┏━━

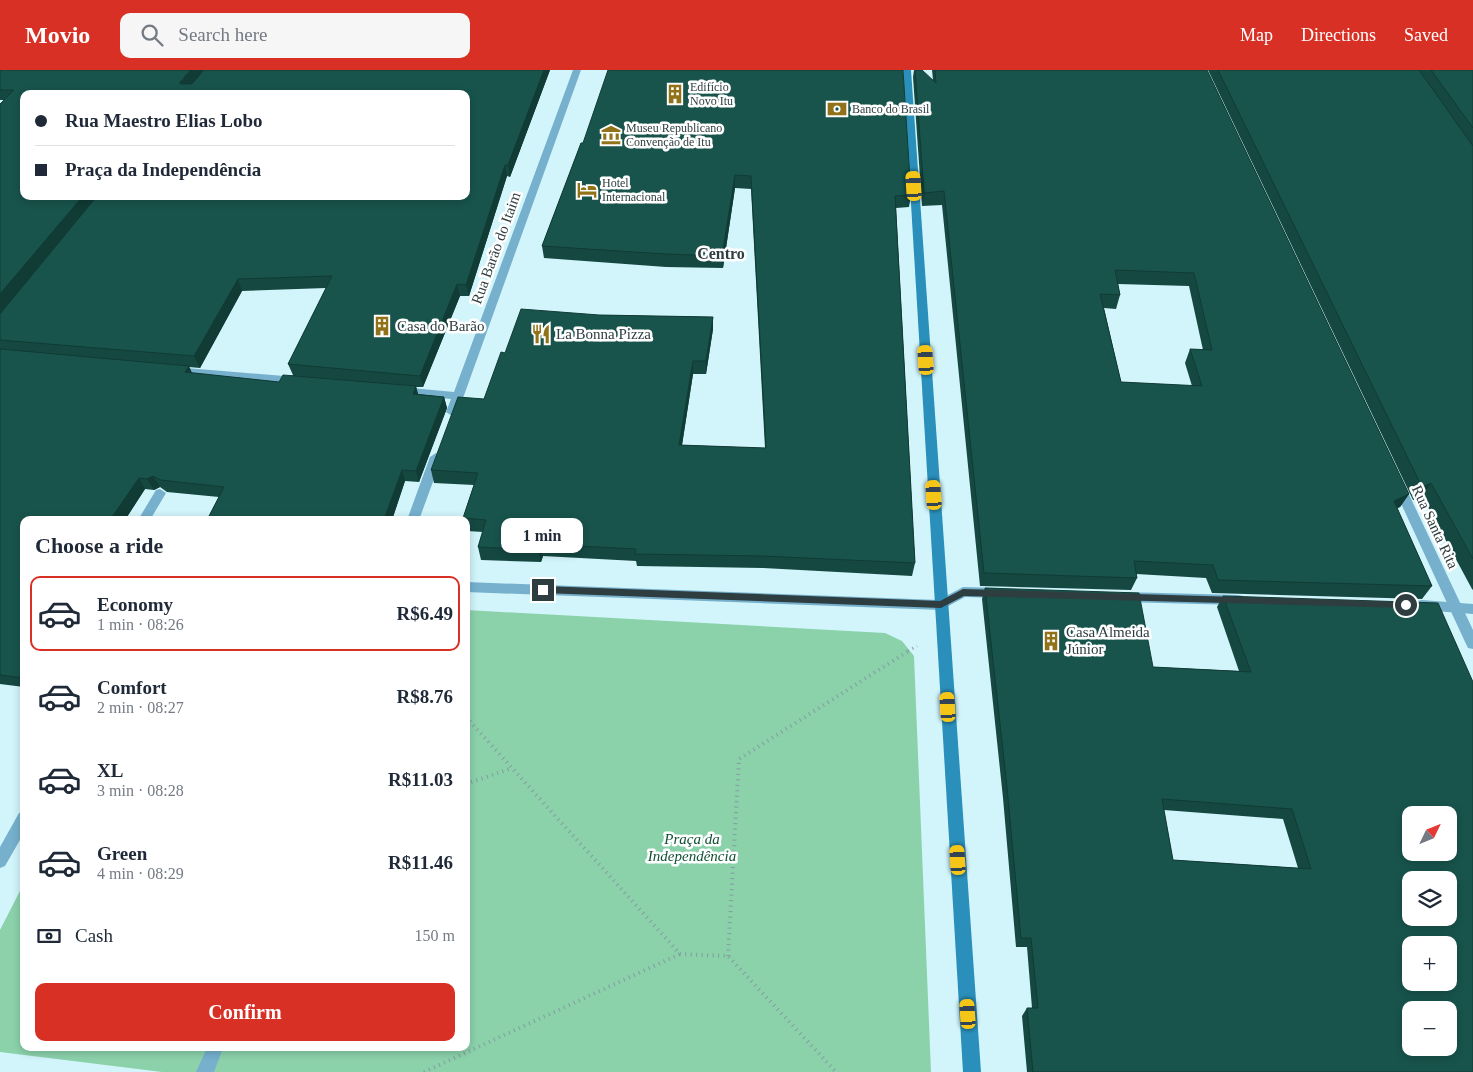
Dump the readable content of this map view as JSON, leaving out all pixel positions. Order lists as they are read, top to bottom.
{
  "streets": {
    "street": ["Rua Barão do Itaim", "Rua Santa Rita"]
  },
  "districts": ["Centro"],
  "parks": ["Praça da Independência"],
  "places": {
    "building": ["Edifício Novo Itu", "Casa do Barão", "Casa Almeida Júnior"],
    "bank": ["Banco do Brasil"],
    "museum": ["Museu Republicano Convenção de Itu"],
    "hotel": ["Hotel Internacional"],
    "restaurant": ["La Bonna Pizza"]
  },
  "north": "top right",
  "page": {
    "header": "Movio",
    "search": "Search here",
    "nav": ["Map", "Directions", "Saved"],
    "banner": ["Rua Maestro Elias Lobo", "Praça da Independência"],
    "heading": "Choose a ride",
    "bubble": "1 min",
    "list": [
      {
        "name": "Economy",
        "note": "1 min · 08:26",
        "value": "R$6.49"
      },
      {
        "name": "Comfort",
        "note": "2 min · 08:27",
        "value": "R$8.76"
      },
      {
        "name": "XL",
        "note": "3 min · 08:28",
        "value": "R$11.03"
      },
      {
        "name": "Green",
        "note": "4 min · 08:29",
        "value": "R$11.46"
      }
    ],
    "map_buttons": ["+", "−"],
    "pay": ["Cash", "150 m"],
    "buttons": "Confirm"
  }
}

┗━━

EXERCISE GOAL:
Show all lines in the preceding material that have "value" in them.

SOLUTION FOR THIS TASK:
        "value": "R$6.49"
        "value": "R$8.76"
        "value": "R$11.03"
        "value": "R$11.46"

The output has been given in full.